LA MEMORIA: ENCIENDE ESTRELLITAS ADENTRO DE LA NOCHE

La memoria del escritor hace que despierten los recuerdos propios. La memoria del silencio y la mirada de algún chico cuyo nombre ya no recordaremos nunca; el triste olor de la ropa mal lavada; la escritura como una forma de encender estrellas en la oscuridad. Memoria caótica que suavemente logra hacer que ciertas piezas encajen de tal forma que aparezca la certeza. El pequeño hermano que murió, la violencia ejercida por algunos niños perversos, las experiencias dolorosas que vive el pequeño Saramago, la pregunta formulada por un zapatero prodigioso: ¿Tú crees en la pluralidad de los mundos? Es cierto, muchas veces olvidamos lo que más nos gustaría recordar, pero a veces algunas palabras sueltas, fulgores o iluminaciones que no hemos convocado detonan verdaderas riadas de memoria. Por eso Saramago sabe que nadie se acordaría de su primo José Dinís si no hubiera escrito ciertas páginas de Las pequeñas memorias.






  
Las tentaciones de San Antonio. (Detalles) Hieronymus Bosch                      


EL BOSCO: LAS TENTACIONES DE SAN ANTONIO

Originalmente Saramago pensaba titular al libro de Las pequeñas memorias como El libro de las tentaciones. Deseaba demostrar que la santidad, ese raro estado espiritual, era incapaz de subvertir a nuestra indestructible animalidad humana, ya que que ese estado lo único que lograba perturbar era a la naturaleza. Saramago piensa que, con su actitud beatífica, San Antonio habría provocado una especie de amotinamiento, tanto de las fuerzas de la naturaleza como de los deseos inconscientes. La leyenda áurea de Santiago de la Vorágine cuenta que San Antonio Abad fue el primer ermitaño que enfrentó las acometidas de Satán. Este argumento presenta el conflicto entre el bien y el mal y expresa las terribles torturas mentales que padeció el monje. El místico, después de desprenderse de sus bienes, se convierte en un asceta ermitaño del alto Egipto. Más tarde, en algún lugar del desierto es tentado –sin éxito– por el demonio. Como el santo dormía en una sepultura, es considerado patrono de los sepultureros. Como vencedor de la impureza –casi toda su iconografía incluye la imagen de un cerdo domado a sus pies–, también es considerado patrono de animales, especialmente de las porquerizas. Este es un detalle que tiene su importancia para comprender algunas de las motivaciones profundas por las que Saramago presta atención especial a la pintura Las tentaciones de San Antonio, obra que se encuentra en el Museo Nacional de Arte de Lisboa. Esa pieza muestra algunos símbolos que aluden a algunos pecados capitales como la lujuria, la gula y la herejía. Hieronymus Bosch, precursor mítico del surrealismo experimentado en el siglo XX, transmite, con agitación e ironía, una cosmovisión medieval saturada de hechicería y paganismo, no exenta de gracia. Las escenas plasmadas en Las tentaciones de San Antonio constituyen un tema que a Saramago le permite verse a sí mismo como “objeto de las tentaciones.” Dice:

Así como al santo lo asediaron los monstruos de la imaginación, al niño que yo fui lo persiguieron los más horrendos pavores de la noche, y las mujeres que lascivamente siguen bailando ante todos los Antonios no son diferentes de aquella prostituta gorda […] que una noche me preguntó […] ¿Quieres venir conmigo?
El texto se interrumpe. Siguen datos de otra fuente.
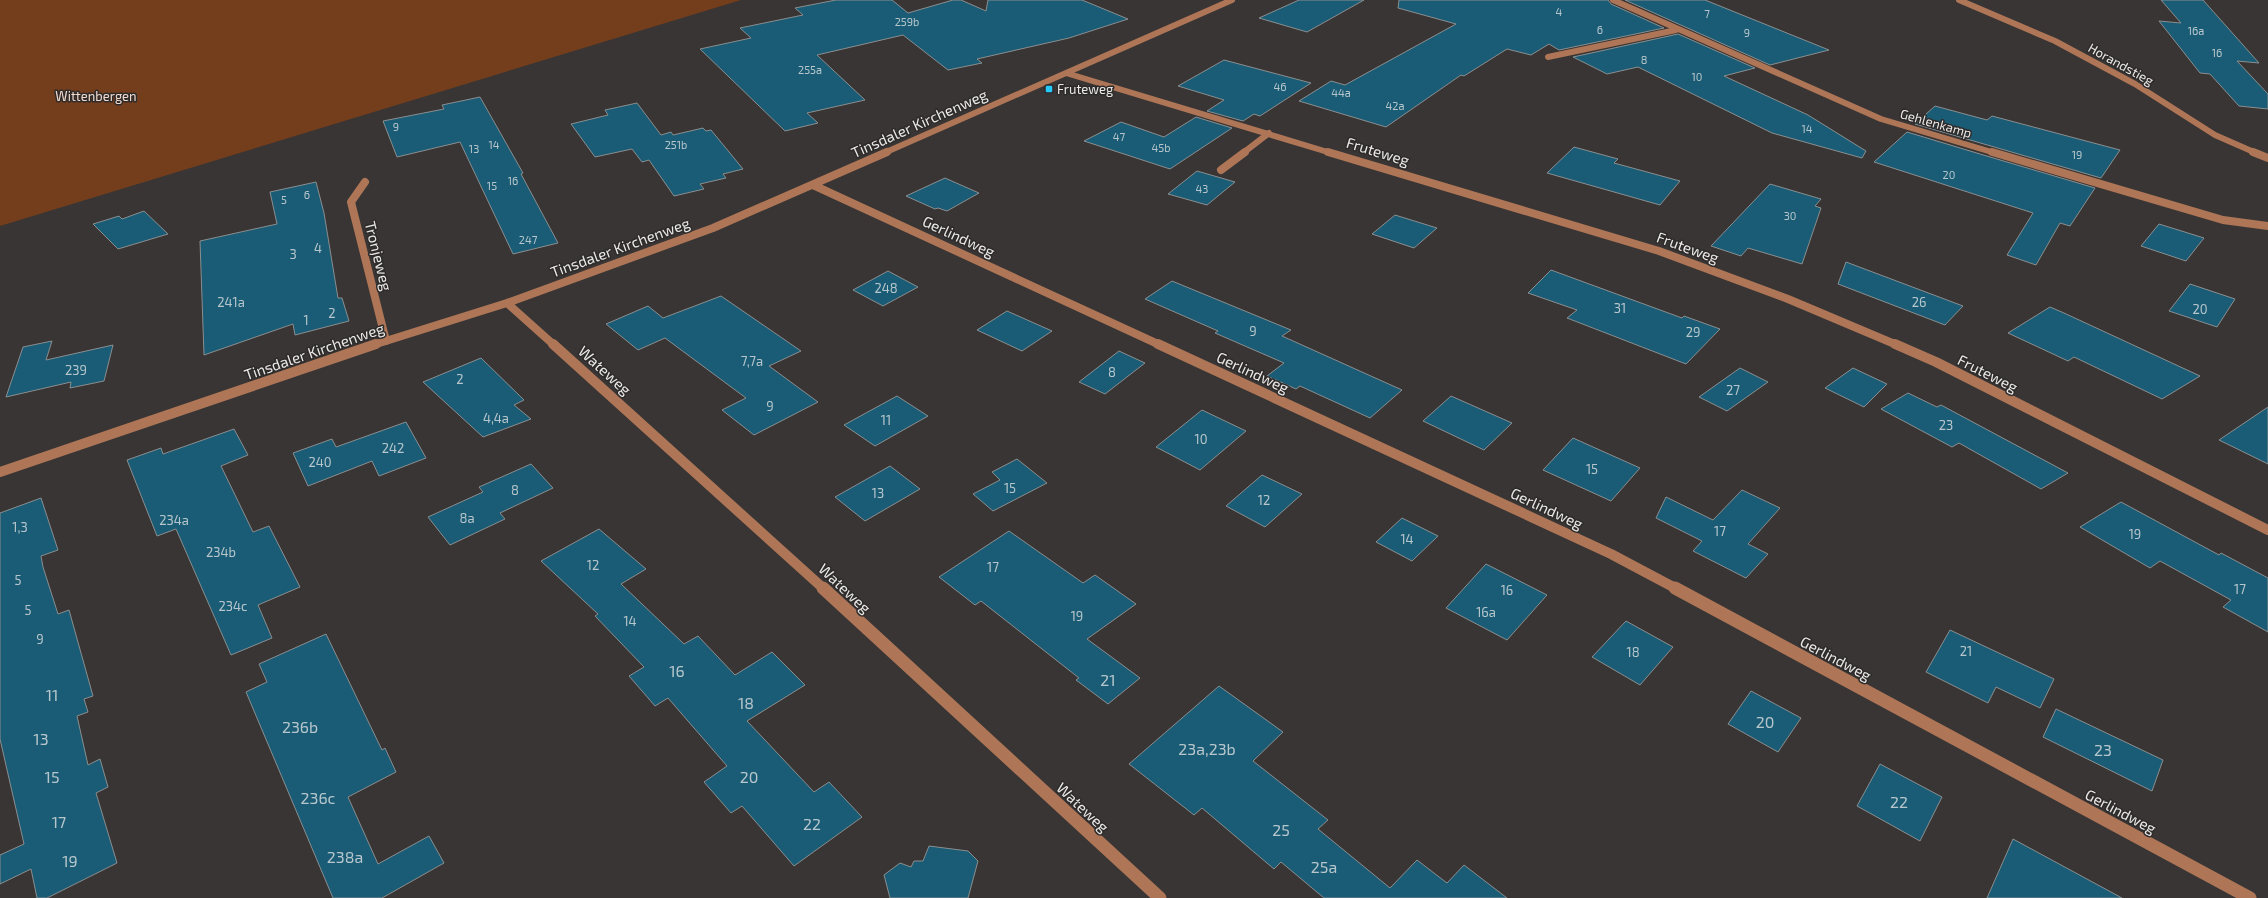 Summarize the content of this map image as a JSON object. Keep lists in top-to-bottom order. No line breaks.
{"streets":{"street":["Horandstieg","Tinsdaler Kirchenweg","Gehlenkamp","Fruteweg","Gerlindweg","Tronjeweg","Wateweg"]},"crossings":[["Tinsdaler Kirchenweg","Fruteweg"],["Tinsdaler Kirchenweg","Gerlindweg"],["Tinsdaler Kirchenweg","Tronjeweg"],["Tinsdaler Kirchenweg","Wateweg"]],"parks":["Wittenbergen"],"places":{"transit":["Fruteweg"]},"house_numbers":["4","7","259b","6","16a","9","16","8","255a","10","46","44a","42a","9","14","47","14","251b","45b","13","19","20","16","15","43","6","5","30","247","4","3","248","241a","26","31","20","2","1","9","29","7,7a","239","8","2","27","9","4,4a","11","23","10","242","240","15","15","8","13","12","8a","234a","1,3","17","19","14","234b","12","17","5","17","16","234c","5","16a","19","14","9","21","18","16","21","11","18","20","236b","13","23a,23b","23","15","20","236c","22","17","22","25","238a","19","25a"]} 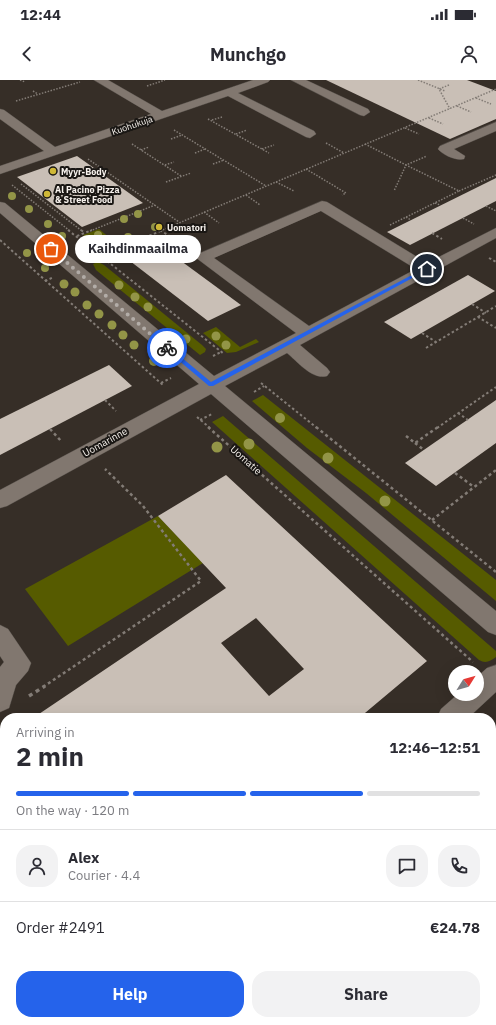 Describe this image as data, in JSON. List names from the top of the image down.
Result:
{
  "streets": {
    "street": ["Kuohukuja", "Uomarinne"],
    "path": ["Uomatie"]
  },
  "crossings": [
    ["Uomarinne", "Uomatie"]
  ],
  "places": [
    "Myyr-Body",
    "Al Pacino Pizza & Street Food",
    "Uomatori",
    "Kaihdinmaailma"
  ],
  "north": "top right",
  "page": {
    "status": "12:44",
    "header": "Munchgo",
    "bubble": "Kaihdinmaailma",
    "heading": ["2 min", "Arriving in", "12:46–12:51"],
    "panel": [
      "Alex",
      "Courier · 4.4",
      "Order #2491",
      "€24.78"
    ],
    "bar": "On the way · 120 m",
    "buttons": ["Help", "Share"]
  }
} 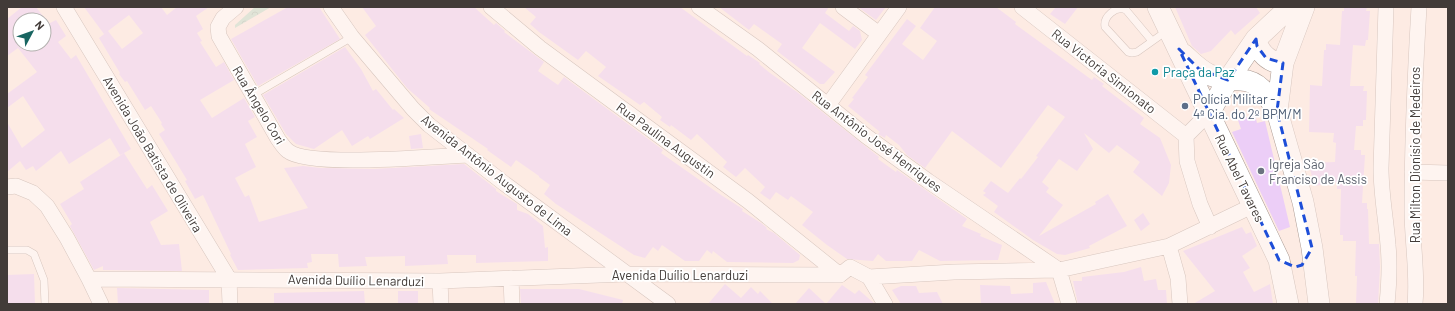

El novelista desiste de llamar a sus recuerdos El libro de las tentaciones y prefiere reunirlos bajo el título más sereno de Las pequeñas memorias. Desde luego esto es un acierto, ya que el pequeño Saramago resuelve las tentaciones que la vida le presenta de manera sencilla y natural, sin que tenga que recurrir a las enseñanzas y mortificaciones del asceta que dormía en un sepulcro vacío. Las aventuras iniciáticas, primero del niño y después del muchacho de campo, son resueltas con ingenio y alegría. Por supuesto, San Antonio también es defensor de las causas justas y protector de los olvidados. En este sentido, tanto la actitud real como la obra literaria del Saramago agnóstico son mucho más consistentes que las de miles de fieles del piadoso santo.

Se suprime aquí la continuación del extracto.